Task prompt:
Read through the listing, and wherever a line holds the word "Kitchen", return it.

Excerpted records:
= = = = = = =

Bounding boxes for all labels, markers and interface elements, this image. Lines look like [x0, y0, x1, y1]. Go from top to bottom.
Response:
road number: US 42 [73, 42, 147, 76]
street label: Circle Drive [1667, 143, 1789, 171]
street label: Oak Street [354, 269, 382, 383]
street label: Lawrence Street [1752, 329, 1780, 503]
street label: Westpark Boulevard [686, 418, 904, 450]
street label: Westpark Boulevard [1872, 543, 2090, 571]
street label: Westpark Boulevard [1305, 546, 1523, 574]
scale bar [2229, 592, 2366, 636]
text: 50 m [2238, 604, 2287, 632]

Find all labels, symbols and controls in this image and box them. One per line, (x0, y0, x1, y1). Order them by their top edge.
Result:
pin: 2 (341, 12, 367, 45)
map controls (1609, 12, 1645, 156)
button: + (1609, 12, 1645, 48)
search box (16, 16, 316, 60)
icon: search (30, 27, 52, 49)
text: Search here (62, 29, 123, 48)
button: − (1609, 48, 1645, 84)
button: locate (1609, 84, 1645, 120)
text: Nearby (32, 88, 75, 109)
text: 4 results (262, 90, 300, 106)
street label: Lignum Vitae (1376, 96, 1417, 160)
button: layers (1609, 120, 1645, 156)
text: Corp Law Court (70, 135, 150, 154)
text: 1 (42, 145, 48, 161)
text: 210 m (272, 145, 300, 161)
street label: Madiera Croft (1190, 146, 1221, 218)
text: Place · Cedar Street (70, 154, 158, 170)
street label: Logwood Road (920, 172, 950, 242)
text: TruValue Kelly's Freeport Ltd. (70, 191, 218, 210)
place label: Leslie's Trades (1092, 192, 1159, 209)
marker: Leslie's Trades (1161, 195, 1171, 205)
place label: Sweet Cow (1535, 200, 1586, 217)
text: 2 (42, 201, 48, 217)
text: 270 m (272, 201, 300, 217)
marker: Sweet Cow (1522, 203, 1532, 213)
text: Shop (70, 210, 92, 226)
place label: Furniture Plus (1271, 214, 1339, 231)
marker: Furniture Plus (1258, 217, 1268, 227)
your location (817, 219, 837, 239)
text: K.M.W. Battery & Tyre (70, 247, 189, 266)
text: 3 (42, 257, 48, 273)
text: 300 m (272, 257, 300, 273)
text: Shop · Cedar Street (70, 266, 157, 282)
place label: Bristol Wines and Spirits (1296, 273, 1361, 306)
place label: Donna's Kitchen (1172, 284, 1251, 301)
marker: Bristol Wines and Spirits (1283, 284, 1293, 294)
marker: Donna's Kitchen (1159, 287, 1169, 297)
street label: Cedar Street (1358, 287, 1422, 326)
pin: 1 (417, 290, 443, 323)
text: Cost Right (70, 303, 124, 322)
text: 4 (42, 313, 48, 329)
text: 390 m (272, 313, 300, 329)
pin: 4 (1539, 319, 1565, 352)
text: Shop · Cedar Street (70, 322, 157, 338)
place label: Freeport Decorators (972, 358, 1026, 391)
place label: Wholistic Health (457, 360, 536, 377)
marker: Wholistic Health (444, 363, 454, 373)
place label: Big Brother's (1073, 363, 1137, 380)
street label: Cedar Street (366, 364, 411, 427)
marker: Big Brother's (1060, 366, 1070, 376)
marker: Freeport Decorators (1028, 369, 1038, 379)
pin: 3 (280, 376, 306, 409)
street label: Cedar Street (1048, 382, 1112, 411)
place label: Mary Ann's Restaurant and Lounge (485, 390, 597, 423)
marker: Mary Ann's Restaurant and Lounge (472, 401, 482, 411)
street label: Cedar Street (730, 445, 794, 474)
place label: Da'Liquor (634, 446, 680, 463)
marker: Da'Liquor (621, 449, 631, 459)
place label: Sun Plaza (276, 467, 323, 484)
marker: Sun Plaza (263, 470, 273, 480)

= = = = = = =

Exercise response:
place label: Donna's Kitchen (1172, 284, 1251, 301)
marker: Donna's Kitchen (1159, 287, 1169, 297)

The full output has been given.